# Try it
In the material below, identify each line bearing the word "above". Reproduce those lines.

# Entries supplied
=-=-=

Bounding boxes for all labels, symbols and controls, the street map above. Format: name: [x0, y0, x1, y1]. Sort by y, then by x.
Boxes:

=-=-=

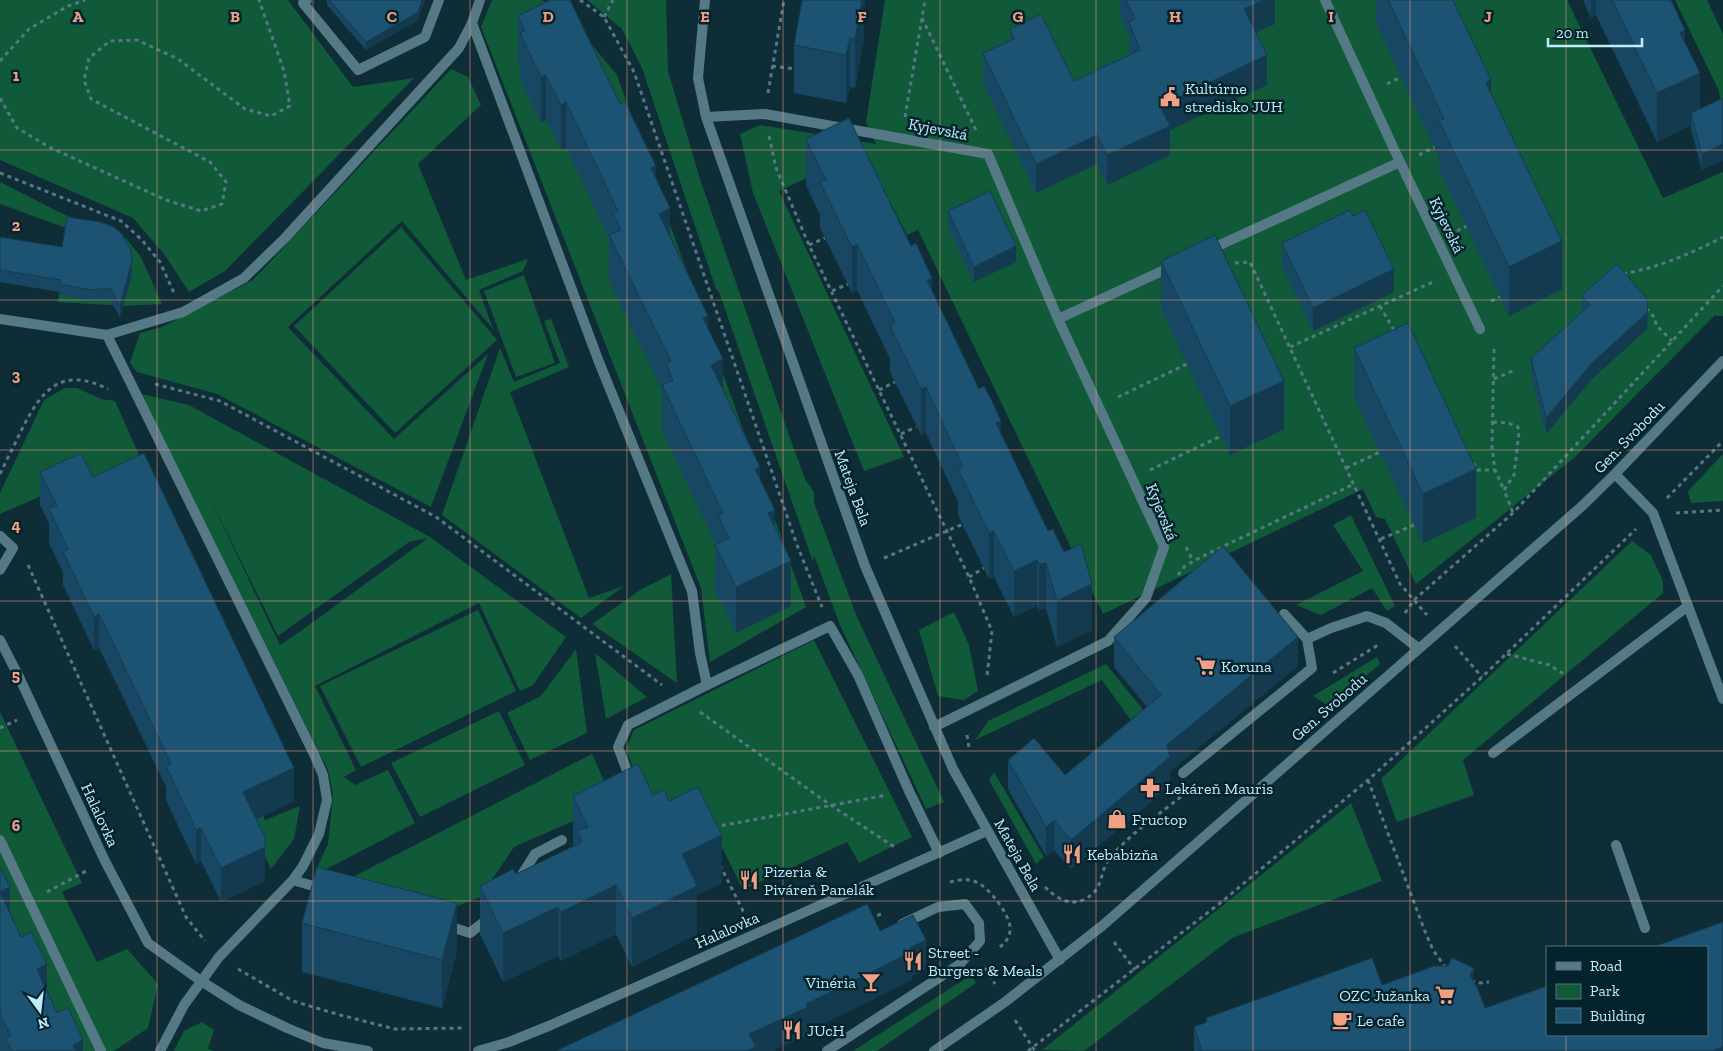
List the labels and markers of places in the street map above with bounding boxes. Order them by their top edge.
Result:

=-=-=

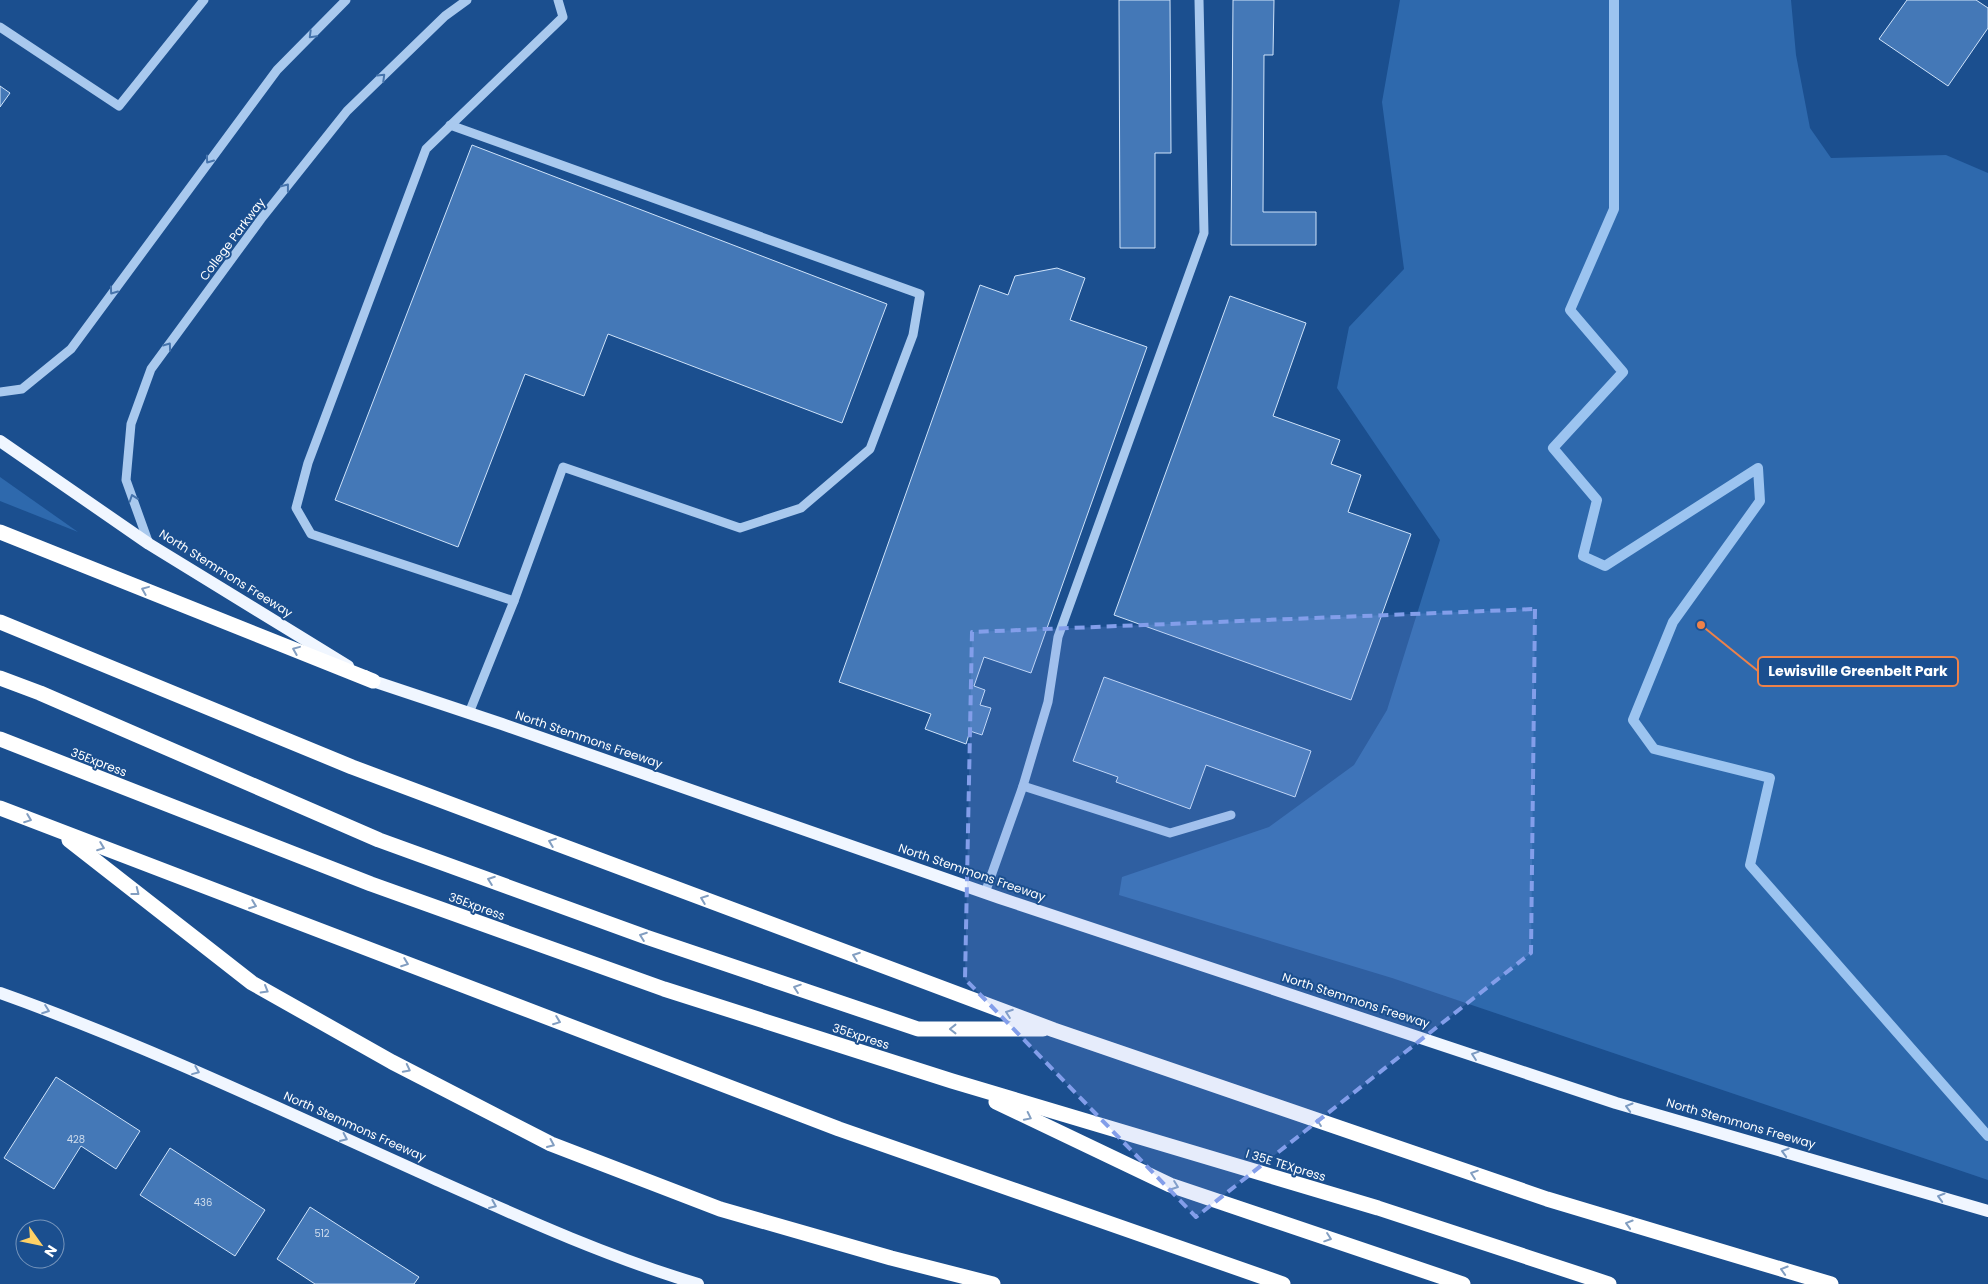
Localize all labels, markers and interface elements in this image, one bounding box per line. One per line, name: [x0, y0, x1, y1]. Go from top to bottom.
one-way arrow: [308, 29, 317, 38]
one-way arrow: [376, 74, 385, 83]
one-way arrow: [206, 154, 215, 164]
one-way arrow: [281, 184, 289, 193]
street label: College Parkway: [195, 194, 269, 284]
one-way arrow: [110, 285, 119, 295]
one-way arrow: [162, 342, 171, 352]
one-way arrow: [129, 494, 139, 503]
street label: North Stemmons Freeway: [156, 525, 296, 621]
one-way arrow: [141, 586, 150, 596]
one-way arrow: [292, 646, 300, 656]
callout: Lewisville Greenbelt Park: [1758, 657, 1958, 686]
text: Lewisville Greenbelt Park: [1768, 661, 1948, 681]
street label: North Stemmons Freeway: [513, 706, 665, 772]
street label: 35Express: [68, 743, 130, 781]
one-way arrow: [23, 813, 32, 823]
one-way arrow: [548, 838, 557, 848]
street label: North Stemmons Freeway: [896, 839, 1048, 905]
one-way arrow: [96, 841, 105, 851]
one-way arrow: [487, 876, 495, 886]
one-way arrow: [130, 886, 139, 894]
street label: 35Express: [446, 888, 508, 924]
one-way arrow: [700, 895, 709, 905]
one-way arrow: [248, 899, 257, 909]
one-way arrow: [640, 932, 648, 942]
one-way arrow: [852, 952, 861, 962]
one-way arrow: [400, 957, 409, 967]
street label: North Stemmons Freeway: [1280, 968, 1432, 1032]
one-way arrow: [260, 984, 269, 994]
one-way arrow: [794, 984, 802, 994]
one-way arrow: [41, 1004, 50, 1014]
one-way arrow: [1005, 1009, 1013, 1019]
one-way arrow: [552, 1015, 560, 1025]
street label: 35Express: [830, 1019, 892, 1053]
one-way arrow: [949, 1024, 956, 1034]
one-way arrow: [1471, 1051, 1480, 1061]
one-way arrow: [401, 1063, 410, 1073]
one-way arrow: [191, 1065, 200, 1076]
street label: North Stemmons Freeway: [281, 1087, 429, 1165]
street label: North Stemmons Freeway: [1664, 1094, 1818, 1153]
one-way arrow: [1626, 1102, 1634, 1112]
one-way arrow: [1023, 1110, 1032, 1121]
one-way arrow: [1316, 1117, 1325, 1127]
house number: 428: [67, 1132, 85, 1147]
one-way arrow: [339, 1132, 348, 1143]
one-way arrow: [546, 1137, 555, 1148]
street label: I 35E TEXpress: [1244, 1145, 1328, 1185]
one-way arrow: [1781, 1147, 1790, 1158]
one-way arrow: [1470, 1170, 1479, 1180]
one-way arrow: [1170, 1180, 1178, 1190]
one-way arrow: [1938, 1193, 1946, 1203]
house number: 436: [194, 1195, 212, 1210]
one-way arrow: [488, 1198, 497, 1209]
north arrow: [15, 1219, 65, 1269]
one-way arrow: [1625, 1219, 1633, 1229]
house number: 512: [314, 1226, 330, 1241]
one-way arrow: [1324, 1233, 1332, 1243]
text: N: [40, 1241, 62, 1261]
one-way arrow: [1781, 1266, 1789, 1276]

=-=-=

# Response to this exercise
Bounding boxes for all labels, symbols and controls, the street map above. Format: name: [x0, y0, x1, y1]. Sort by y, then by x.
List the labels and markers of places in the street map above with bounding boxes. Order them by their top edge.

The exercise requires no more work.